» **What to produce**
The data should be transcribed in its entirety, word for word.
Given data: Begin
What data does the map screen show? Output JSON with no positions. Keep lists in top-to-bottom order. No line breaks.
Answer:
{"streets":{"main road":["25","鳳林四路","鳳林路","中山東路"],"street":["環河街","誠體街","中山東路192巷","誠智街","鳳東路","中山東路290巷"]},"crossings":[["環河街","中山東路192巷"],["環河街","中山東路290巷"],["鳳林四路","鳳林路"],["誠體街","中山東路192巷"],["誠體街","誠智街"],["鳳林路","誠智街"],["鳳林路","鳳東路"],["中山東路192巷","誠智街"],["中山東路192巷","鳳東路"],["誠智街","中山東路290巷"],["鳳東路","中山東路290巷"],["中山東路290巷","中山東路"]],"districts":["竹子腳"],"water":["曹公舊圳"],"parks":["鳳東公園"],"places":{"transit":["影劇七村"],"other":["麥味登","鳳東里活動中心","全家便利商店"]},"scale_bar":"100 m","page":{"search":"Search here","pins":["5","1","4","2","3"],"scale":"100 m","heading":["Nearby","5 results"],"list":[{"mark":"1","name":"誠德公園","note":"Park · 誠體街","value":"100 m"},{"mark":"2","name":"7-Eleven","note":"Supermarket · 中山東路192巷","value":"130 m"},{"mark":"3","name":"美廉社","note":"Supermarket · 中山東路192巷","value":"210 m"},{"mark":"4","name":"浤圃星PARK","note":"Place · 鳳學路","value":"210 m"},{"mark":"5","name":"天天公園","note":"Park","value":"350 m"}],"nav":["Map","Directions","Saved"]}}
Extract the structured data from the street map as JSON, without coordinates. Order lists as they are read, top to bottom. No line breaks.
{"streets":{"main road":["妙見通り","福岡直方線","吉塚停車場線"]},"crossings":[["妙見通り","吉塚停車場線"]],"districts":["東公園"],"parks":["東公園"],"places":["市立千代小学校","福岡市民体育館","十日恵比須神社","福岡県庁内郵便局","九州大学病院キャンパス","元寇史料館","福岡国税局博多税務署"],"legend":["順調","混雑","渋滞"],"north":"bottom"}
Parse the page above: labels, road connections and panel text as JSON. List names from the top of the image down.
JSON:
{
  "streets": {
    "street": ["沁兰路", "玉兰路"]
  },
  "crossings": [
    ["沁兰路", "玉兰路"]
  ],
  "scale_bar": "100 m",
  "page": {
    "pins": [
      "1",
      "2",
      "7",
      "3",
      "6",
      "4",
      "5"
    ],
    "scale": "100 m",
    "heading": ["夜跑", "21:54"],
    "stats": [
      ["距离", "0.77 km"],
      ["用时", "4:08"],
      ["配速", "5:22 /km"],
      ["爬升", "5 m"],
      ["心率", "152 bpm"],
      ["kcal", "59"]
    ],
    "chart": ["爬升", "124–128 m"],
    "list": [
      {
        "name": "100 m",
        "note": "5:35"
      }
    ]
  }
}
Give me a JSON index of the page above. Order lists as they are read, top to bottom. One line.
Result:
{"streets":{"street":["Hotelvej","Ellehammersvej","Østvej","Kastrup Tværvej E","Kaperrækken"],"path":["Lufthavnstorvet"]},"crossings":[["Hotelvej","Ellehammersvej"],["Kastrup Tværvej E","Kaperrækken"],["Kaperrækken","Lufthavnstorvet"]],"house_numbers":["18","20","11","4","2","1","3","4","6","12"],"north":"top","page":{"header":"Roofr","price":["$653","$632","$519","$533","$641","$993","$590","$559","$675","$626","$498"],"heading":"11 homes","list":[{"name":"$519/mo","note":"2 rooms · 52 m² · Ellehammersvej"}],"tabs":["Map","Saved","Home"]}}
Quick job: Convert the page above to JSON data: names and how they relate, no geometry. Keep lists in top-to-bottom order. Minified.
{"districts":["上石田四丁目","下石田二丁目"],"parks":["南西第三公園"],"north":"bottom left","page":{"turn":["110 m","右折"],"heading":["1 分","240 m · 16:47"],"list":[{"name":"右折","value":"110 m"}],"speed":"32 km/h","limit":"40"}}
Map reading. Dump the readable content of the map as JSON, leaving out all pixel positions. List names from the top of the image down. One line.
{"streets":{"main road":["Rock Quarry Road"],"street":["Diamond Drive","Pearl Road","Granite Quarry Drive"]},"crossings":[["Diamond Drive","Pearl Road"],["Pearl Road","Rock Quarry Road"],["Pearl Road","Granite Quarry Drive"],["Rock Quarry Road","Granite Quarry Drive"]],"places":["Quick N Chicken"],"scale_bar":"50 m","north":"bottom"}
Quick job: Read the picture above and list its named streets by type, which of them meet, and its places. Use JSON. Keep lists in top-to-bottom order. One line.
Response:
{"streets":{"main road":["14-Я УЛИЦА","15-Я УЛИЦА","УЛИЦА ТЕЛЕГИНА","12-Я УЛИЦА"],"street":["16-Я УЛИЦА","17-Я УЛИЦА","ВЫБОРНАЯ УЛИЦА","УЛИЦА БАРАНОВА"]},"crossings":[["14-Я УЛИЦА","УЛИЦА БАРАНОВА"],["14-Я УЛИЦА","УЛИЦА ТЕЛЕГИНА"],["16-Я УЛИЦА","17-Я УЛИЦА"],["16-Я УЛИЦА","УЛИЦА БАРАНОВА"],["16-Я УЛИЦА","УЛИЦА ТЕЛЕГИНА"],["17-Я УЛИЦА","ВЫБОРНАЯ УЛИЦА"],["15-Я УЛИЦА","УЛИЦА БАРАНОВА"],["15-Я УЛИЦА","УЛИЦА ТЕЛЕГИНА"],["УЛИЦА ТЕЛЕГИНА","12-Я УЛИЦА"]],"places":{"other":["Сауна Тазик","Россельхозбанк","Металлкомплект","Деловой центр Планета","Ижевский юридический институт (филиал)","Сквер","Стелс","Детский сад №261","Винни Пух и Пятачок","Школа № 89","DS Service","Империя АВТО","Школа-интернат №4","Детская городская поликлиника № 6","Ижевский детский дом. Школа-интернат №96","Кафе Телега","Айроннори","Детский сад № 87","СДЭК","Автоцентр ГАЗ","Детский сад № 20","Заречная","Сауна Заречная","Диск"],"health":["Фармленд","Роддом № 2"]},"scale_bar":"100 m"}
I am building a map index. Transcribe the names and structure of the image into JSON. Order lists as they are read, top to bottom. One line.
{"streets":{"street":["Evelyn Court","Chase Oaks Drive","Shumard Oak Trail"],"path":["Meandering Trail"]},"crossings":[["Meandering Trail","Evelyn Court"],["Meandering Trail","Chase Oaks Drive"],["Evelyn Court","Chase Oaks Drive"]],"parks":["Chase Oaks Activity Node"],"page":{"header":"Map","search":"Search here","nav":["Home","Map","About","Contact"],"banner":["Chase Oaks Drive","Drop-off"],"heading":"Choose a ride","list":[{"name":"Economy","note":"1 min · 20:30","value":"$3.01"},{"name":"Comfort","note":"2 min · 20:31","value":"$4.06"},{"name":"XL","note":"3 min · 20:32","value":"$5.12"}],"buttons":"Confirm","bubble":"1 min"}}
Given data: End
» **Response area**
What data does the map screen show? Output JSON with no positions. Keep lists in top-to-bottom order. No line breaks.
Answer:
{"streets":{"main road":["25","鳳林四路","鳳林路","中山東路"],"street":["環河街","誠體街","中山東路192巷","誠智街","鳳東路","中山東路290巷"]},"crossings":[["環河街","中山東路192巷"],["環河街","中山東路290巷"],["鳳林四路","鳳林路"],["誠體街","中山東路192巷"],["誠體街","誠智街"],["鳳林路","誠智街"],["鳳林路","鳳東路"],["中山東路192巷","誠智街"],["中山東路192巷","鳳東路"],["誠智街","中山東路290巷"],["鳳東路","中山東路290巷"],["中山東路290巷","中山東路"]],"districts":["竹子腳"],"water":["曹公舊圳"],"parks":["鳳東公園"],"places":{"transit":["影劇七村"],"other":["麥味登","鳳東里活動中心","全家便利商店"]},"scale_bar":"100 m","page":{"search":"Search here","pins":["5","1","4","2","3"],"scale":"100 m","heading":["Nearby","5 results"],"list":[{"mark":"1","name":"誠德公園","note":"Park · 誠體街","value":"100 m"},{"mark":"2","name":"7-Eleven","note":"Supermarket · 中山東路192巷","value":"130 m"},{"mark":"3","name":"美廉社","note":"Supermarket · 中山東路192巷","value":"210 m"},{"mark":"4","name":"浤圃星PARK","note":"Place · 鳳學路","value":"210 m"},{"mark":"5","name":"天天公園","note":"Park","value":"350 m"}],"nav":["Map","Directions","Saved"]}}
Extract the structured data from the street map as JSON, without coordinates. Order lists as they are read, top to bottom. No line breaks.
{"streets":{"main road":["妙見通り","福岡直方線","吉塚停車場線"]},"crossings":[["妙見通り","吉塚停車場線"]],"districts":["東公園"],"parks":["東公園"],"places":["市立千代小学校","福岡市民体育館","十日恵比須神社","福岡県庁内郵便局","九州大学病院キャンパス","元寇史料館","福岡国税局博多税務署"],"legend":["順調","混雑","渋滞"],"north":"bottom"}
Parse the page above: labels, road connections and panel text as JSON. List names from the top of the image down.
JSON:
{
  "streets": {
    "street": ["沁兰路", "玉兰路"]
  },
  "crossings": [
    ["沁兰路", "玉兰路"]
  ],
  "scale_bar": "100 m",
  "page": {
    "pins": [
      "1",
      "2",
      "7",
      "3",
      "6",
      "4",
      "5"
    ],
    "scale": "100 m",
    "heading": ["夜跑", "21:54"],
    "stats": [
      ["距离", "0.77 km"],
      ["用时", "4:08"],
      ["配速", "5:22 /km"],
      ["爬升", "5 m"],
      ["心率", "152 bpm"],
      ["kcal", "59"]
    ],
    "chart": ["爬升", "124–128 m"],
    "list": [
      {
        "name": "100 m",
        "note": "5:35"
      }
    ]
  }
}
Give me a JSON index of the page above. Order lists as they are read, top to bottom. One line.
Result:
{"streets":{"street":["Hotelvej","Ellehammersvej","Østvej","Kastrup Tværvej E","Kaperrækken"],"path":["Lufthavnstorvet"]},"crossings":[["Hotelvej","Ellehammersvej"],["Kastrup Tværvej E","Kaperrækken"],["Kaperrækken","Lufthavnstorvet"]],"house_numbers":["18","20","11","4","2","1","3","4","6","12"],"north":"top","page":{"header":"Roofr","price":["$653","$632","$519","$533","$641","$993","$590","$559","$675","$626","$498"],"heading":"11 homes","list":[{"name":"$519/mo","note":"2 rooms · 52 m² · Ellehammersvej"}],"tabs":["Map","Saved","Home"]}}
Quick job: Convert the page above to JSON data: names and how they relate, no geometry. Keep lists in top-to-bottom order. Minified.
{"districts":["上石田四丁目","下石田二丁目"],"parks":["南西第三公園"],"north":"bottom left","page":{"turn":["110 m","右折"],"heading":["1 分","240 m · 16:47"],"list":[{"name":"右折","value":"110 m"}],"speed":"32 km/h","limit":"40"}}
Map reading. Dump the readable content of the map as JSON, leaving out all pixel positions. List names from the top of the image down. One line.
{"streets":{"main road":["Rock Quarry Road"],"street":["Diamond Drive","Pearl Road","Granite Quarry Drive"]},"crossings":[["Diamond Drive","Pearl Road"],["Pearl Road","Rock Quarry Road"],["Pearl Road","Granite Quarry Drive"],["Rock Quarry Road","Granite Quarry Drive"]],"places":["Quick N Chicken"],"scale_bar":"50 m","north":"bottom"}
Quick job: Read the picture above and list its named streets by type, which of them meet, and its places. Use JSON. Keep lists in top-to-bottom order. One line.
Response:
{"streets":{"main road":["14-Я УЛИЦА","15-Я УЛИЦА","УЛИЦА ТЕЛЕГИНА","12-Я УЛИЦА"],"street":["16-Я УЛИЦА","17-Я УЛИЦА","ВЫБОРНАЯ УЛИЦА","УЛИЦА БАРАНОВА"]},"crossings":[["14-Я УЛИЦА","УЛИЦА БАРАНОВА"],["14-Я УЛИЦА","УЛИЦА ТЕЛЕГИНА"],["16-Я УЛИЦА","17-Я УЛИЦА"],["16-Я УЛИЦА","УЛИЦА БАРАНОВА"],["16-Я УЛИЦА","УЛИЦА ТЕЛЕГИНА"],["17-Я УЛИЦА","ВЫБОРНАЯ УЛИЦА"],["15-Я УЛИЦА","УЛИЦА БАРАНОВА"],["15-Я УЛИЦА","УЛИЦА ТЕЛЕГИНА"],["УЛИЦА ТЕЛЕГИНА","12-Я УЛИЦА"]],"places":{"other":["Сауна Тазик","Россельхозбанк","Металлкомплект","Деловой центр Планета","Ижевский юридический институт (филиал)","Сквер","Стелс","Детский сад №261","Винни Пух и Пятачок","Школа № 89","DS Service","Империя АВТО","Школа-интернат №4","Детская городская поликлиника № 6","Ижевский детский дом. Школа-интернат №96","Кафе Телега","Айроннори","Детский сад № 87","СДЭК","Автоцентр ГАЗ","Детский сад № 20","Заречная","Сауна Заречная","Диск"],"health":["Фармленд","Роддом № 2"]},"scale_bar":"100 m"}
I am building a map index. Transcribe the names and structure of the image into JSON. Order lists as they are read, top to bottom. One line.
{"streets":{"street":["Evelyn Court","Chase Oaks Drive","Shumard Oak Trail"],"path":["Meandering Trail"]},"crossings":[["Meandering Trail","Evelyn Court"],["Meandering Trail","Chase Oaks Drive"],["Evelyn Court","Chase Oaks Drive"]],"parks":["Chase Oaks Activity Node"],"page":{"header":"Map","search":"Search here","nav":["Home","Map","About","Contact"],"banner":["Chase Oaks Drive","Drop-off"],"heading":"Choose a ride","list":[{"name":"Economy","note":"1 min · 20:30","value":"$3.01"},{"name":"Comfort","note":"2 min · 20:31","value":"$4.06"},{"name":"XL","note":"3 min · 20:32","value":"$5.12"}],"buttons":"Confirm","bubble":"1 min"}}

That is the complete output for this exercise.